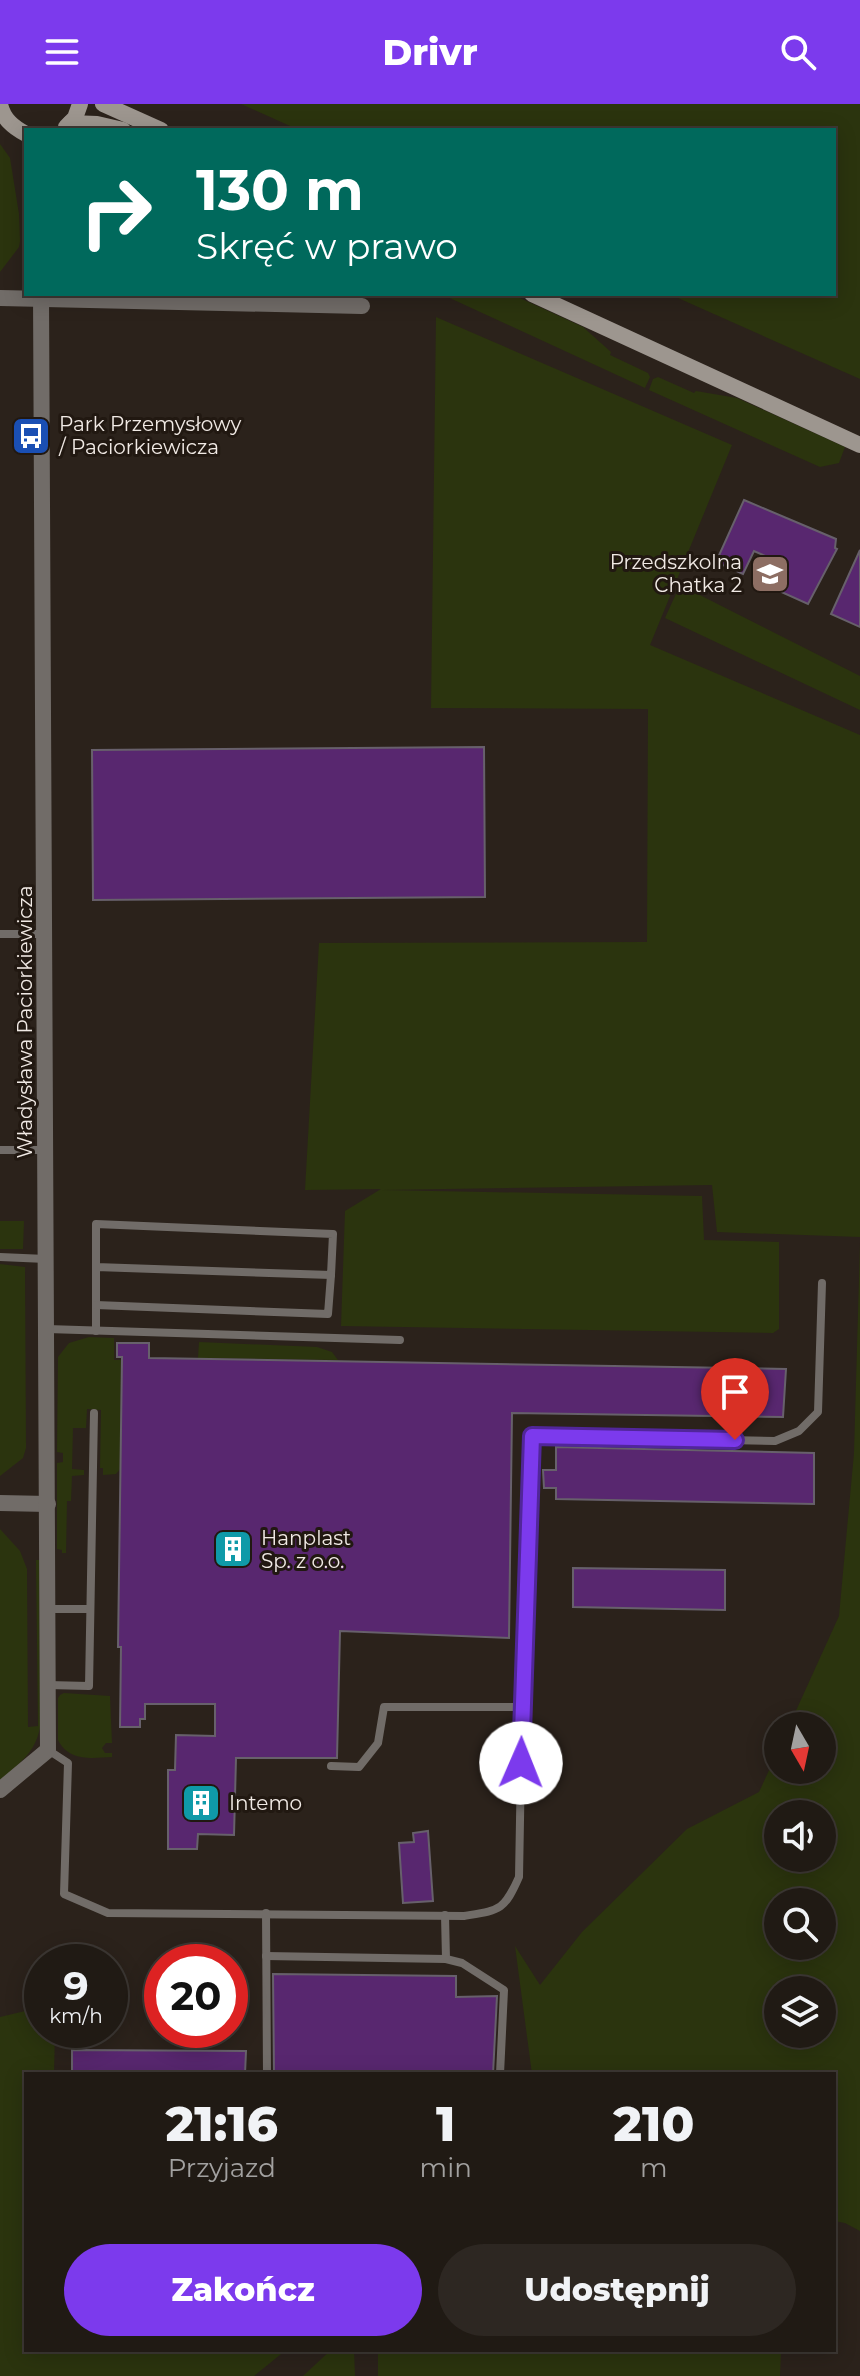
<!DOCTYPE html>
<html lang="pl">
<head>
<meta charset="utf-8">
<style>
  body { margin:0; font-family:Montserrat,sans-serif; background:#2d2722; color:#f1f3f6; height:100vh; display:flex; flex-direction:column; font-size:30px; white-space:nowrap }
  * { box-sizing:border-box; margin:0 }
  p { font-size:26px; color:#a2a1a0 }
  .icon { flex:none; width:44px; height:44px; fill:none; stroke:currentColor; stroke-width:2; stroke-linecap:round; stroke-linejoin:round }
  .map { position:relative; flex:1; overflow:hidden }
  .details { position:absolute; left:24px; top:1968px; width:812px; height:280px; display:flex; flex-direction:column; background:#201a14; border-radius:0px; box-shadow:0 4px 20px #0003,0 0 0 2px #3d3834 }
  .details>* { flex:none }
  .top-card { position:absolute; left:24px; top:24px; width:812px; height:168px; border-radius:0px; box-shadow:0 4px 20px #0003,0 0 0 2px #3d3834; background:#00695c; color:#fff; overflow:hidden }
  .needle { width:52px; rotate:171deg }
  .tools { position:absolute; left:764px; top:1608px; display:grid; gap:16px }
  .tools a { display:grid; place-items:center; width:72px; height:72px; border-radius:50%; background:#201a14; box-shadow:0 4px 20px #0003,0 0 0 2px #3d3834; font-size:40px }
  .speed { position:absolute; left:24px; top:1840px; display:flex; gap:16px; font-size:40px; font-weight:700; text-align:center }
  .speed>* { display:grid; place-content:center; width:104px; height:104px; border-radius:50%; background:#201a14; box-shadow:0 4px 20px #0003,0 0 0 2px #3d3834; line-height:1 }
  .speed small { font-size:20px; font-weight:400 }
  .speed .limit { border:12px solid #d22; background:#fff; color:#111 }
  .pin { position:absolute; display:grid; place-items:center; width:68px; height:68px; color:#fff; margin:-82px -34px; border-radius:50% 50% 50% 0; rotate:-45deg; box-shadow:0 0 8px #0007 }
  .pin .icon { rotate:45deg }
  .me { position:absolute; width:88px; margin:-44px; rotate:1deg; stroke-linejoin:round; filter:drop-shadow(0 0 6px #0008) }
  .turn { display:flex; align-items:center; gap:28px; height:168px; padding:0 40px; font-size:36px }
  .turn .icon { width:104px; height:104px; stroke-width:2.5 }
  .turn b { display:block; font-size:56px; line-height:68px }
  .eta { display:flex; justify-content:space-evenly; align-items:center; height:136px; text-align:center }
  .eta b { font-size:48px; font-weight:800; line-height:56px }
  .cta { display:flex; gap:16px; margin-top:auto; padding:16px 40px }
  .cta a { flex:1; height:92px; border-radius:48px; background:#7c3aed; color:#fff; font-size:32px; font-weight:800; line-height:92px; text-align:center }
  .cta a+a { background:#2d2722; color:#f1f3f6 }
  header { display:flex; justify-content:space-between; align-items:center; height:104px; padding:0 40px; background:#7c3aed; color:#fff; font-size:36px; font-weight:800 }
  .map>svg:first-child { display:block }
  .green { fill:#2b340e; fill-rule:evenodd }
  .building { fill:#58276f; stroke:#67606b; stroke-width:2 }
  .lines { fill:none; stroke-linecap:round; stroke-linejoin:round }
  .lane { stroke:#716c68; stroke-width:8 }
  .street { stroke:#716c68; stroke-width:16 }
  .secondary { stroke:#9d968f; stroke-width:16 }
  .route-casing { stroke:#51269a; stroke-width:20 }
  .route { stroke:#7c3aed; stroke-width:14 }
  .labels { text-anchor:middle; stroke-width:6; stroke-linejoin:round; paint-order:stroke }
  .poi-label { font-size:20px; fill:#f1eae5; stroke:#211811; text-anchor:start }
  .street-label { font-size:20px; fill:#f1eae5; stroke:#211811 }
</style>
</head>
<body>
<header><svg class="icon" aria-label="menu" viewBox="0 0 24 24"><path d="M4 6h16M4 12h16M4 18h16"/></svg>Drivr<svg class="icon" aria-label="search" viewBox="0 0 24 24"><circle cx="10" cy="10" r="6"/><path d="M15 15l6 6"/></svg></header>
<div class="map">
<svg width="860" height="2272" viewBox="0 0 860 2272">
  <rect width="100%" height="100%" fill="#2b221b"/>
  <g class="green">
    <path d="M241,0H860V275L669,190H834V26H299Z"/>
    <path d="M0,40L10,54L19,110L20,137L19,143L0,168Z"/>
    <path d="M441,190H511L583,223L611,248L610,251L648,269L650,273L645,284Z"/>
    <path d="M436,213L732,341L650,541L860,631V1133L717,1128L712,1081L382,1086L702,1092L704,1136L779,1138V1225L773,1229L341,1222L345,1107L381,1085L305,1086L319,839L647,838L648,605L431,604Z"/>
    <path d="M658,273L694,289L696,287L737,294L845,343L839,359L820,363L649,286L653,275Z"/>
    <path d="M680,481L860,572V606L665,514Z"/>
    <path d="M24,1117L23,1145H0V1117Z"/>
    <path d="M860,1139V2127L845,2119L834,2117V1970H532L515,1842L540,1881L582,1828L687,1725L759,1688L778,1647V1666H822V1622H789L839,1512L854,1349ZM778,1710H822V1754H778ZM778,1798H822V1842H778ZM778,1886H822V1930H778Z"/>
    <path d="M0,1160L25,1163L26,1344L23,1354L0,1372Z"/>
    <path d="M89,1233L114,1234V1256H121L120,1365L116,1370L103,1371V1364H100L101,1306L87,1305L86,1324H73L72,1365L84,1366V1371L72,1372L71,1397H67L66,1449H62V1446L57,1445V1359L63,1358V1349L57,1348L58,1253L69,1239Z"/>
    <path d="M199,1238L317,1243L332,1248L338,1256L198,1254Z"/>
    <path d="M0,1425L20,1447L27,1465L28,1623L38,1622L36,1456H39L40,1623C36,1648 19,1660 0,1676Z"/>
    <path d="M64,1589L110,1592L112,1639H106L102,1644L105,1649H112V1653C92,1654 69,1658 58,1636V1594L60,1591Z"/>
    <path d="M42,1903V1926H55L54,1970H26V2246H286L254,2272H0V1913Z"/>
    <path d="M331,2246H354L355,2272H303Z"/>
    <path d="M378,2246H781L780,2272H378Z"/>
  </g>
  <g class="building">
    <path d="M744,396L836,435L835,444L837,445L808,500L768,482L777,457L754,447L743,470L716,458Z"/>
    <path d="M860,446V523L831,510Z"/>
    <path d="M484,643L485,793L93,796L92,646Z"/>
    <path d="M117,1239H149V1254L786,1265L783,1313L512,1309L509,1534L340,1527L337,1654H236L234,1731L198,1730L197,1745H168V1666H175L176,1631L215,1632V1600H145V1615H140V1623H120L121,1543H118L122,1253H117Z"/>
    <path d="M556,1343L814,1349V1400L556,1395V1384H544L543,1366H556Z"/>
    <path d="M573,1464L725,1466V1506L573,1503Z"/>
    <path d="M428,1727L433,1797L403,1799L399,1739L414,1738L413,1729Z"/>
    <path d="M273,1870L456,1872V1893L497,1892L493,1970H274Z"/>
    <path d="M72,1946L246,1947L245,1970H72Z"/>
  </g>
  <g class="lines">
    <g class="lane">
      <path d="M0,830H44"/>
      <path d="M0,1046H45"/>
      <path d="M0,1153L46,1155"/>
      <path d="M96,1163L331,1171L333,1130L96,1120V1227"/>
      <path d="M96,1201L328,1210L331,1171"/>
      <path d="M47,1225L400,1236"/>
      <path d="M48,1505H90"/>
      <path d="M48,1581L89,1582L94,1309"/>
      <path d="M48,1646L68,1659L64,1790L108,1809L464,1812C500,1806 504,1807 519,1773L522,1603L532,1332L775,1337L799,1327L818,1308L822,1179"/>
      <path d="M331,1662L359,1663L378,1639L384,1603H522"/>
      <path d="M266,1809L267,1970"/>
      <path d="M445,1811L446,1855L462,1859L504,1886L500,1970"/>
      <path d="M266,1852L446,1855"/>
    </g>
    <g class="street">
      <path d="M0,194L362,202"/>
      <path d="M0,1399L48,1400"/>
      <path d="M0,1686L48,1646L41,190"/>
    </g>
    <g class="secondary">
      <path d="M0,0C3,15 13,23 26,30"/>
      <path d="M103,0L161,26"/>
      <path d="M70,19L97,20L123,26"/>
      <path d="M66,23L75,14L80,0"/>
      <path d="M532,190L860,341"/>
    </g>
  </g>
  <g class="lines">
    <g class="route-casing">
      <path id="route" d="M521,1659L532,1332L735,1336"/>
    </g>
    <use href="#route" class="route"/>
  </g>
  <defs>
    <g id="bus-square" transform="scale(2)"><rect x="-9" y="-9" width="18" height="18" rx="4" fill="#1a4fb4" stroke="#211811"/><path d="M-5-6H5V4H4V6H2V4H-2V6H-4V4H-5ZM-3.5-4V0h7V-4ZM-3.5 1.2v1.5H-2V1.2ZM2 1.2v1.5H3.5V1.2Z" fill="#fff"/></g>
    <g id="school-square" transform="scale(2)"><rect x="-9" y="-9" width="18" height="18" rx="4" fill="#8d6e63" stroke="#211811"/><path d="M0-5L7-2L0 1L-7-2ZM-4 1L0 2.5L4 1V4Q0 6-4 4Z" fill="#fff"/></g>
    <g id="building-square" transform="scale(2)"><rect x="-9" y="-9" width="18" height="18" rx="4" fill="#0f9aa8" stroke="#211811"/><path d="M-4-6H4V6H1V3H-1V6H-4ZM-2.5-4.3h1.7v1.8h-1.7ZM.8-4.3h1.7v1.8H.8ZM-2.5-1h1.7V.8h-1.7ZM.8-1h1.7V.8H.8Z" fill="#fff"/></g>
  </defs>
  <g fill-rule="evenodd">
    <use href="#bus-square" x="31" y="332"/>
    <use href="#school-square" x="770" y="470"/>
    <use href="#building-square" x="233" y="1445"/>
    <use href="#building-square" x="201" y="1699"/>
  </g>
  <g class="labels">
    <g class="poi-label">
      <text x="59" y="327">Park Przemysłowy<tspan x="59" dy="23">/ Paciorkiewicza</tspan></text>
      <text x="742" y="465" text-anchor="end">Przedszkolna<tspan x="742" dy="23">Chatka 2</tspan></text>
      <text x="261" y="1441">Hanplast<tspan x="261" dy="23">Sp. z o.o.</tspan></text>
      <text x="229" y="1706">Intemo</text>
    </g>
    <g class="street-label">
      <text transform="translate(25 918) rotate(-90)" y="7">Władysława Paciorkiewicza</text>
    </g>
  </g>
</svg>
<div class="tools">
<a><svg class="needle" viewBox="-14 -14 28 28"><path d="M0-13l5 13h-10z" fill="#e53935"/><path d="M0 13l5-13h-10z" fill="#a2a1a0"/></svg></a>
<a><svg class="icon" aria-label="sound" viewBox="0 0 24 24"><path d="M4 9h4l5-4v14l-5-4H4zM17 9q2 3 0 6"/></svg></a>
<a><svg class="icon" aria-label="search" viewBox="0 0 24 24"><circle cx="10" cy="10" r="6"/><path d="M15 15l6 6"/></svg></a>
<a><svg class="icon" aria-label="layers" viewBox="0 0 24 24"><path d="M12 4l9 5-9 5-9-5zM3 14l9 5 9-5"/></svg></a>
</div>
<div class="speed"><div>9<small>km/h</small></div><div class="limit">20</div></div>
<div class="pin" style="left:735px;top:1336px;background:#d93025"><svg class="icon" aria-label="arrive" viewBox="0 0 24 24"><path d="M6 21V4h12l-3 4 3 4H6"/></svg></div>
<svg class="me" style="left:521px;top:1659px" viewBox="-20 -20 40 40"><circle r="19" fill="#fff"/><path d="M0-13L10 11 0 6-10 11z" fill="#7c3aed"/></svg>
<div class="top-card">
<div class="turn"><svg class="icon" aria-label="right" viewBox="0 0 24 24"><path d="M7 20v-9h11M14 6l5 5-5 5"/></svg><div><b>130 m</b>Skręć w prawo</div></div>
</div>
<section class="details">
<div class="eta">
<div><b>21:16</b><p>Przyjazd</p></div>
<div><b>1</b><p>min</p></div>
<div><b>210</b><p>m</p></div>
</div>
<div class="cta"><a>Zakończ</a><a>Udostępnij</a></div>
</section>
</div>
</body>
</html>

◆ ◆ ◆

• Exercise brief: Every line in the data that holds the string "place" should be returned.

• Response:
  .tools a { display:grid; place-items:center; width:72px; height:72px; border-radius:50%; background:#201a14; box-shadow:0 4px 20px #0003,0 0 0 2px #3d3834; font-size:40px }
  .speed>* { display:grid; place-content:center; width:104px; height:104px; border-radius:50%; background:#201a14; box-shadow:0 4px 20px #0003,0 0 0 2px #3d3834; line-height:1 }
  .pin { position:absolute; display:grid; place-items:center; width:68px; height:68px; color:#fff; margin:-82px -34px; border-radius:50% 50% 50% 0; rotate:-45deg; box-shadow:0 0 8px #0007 }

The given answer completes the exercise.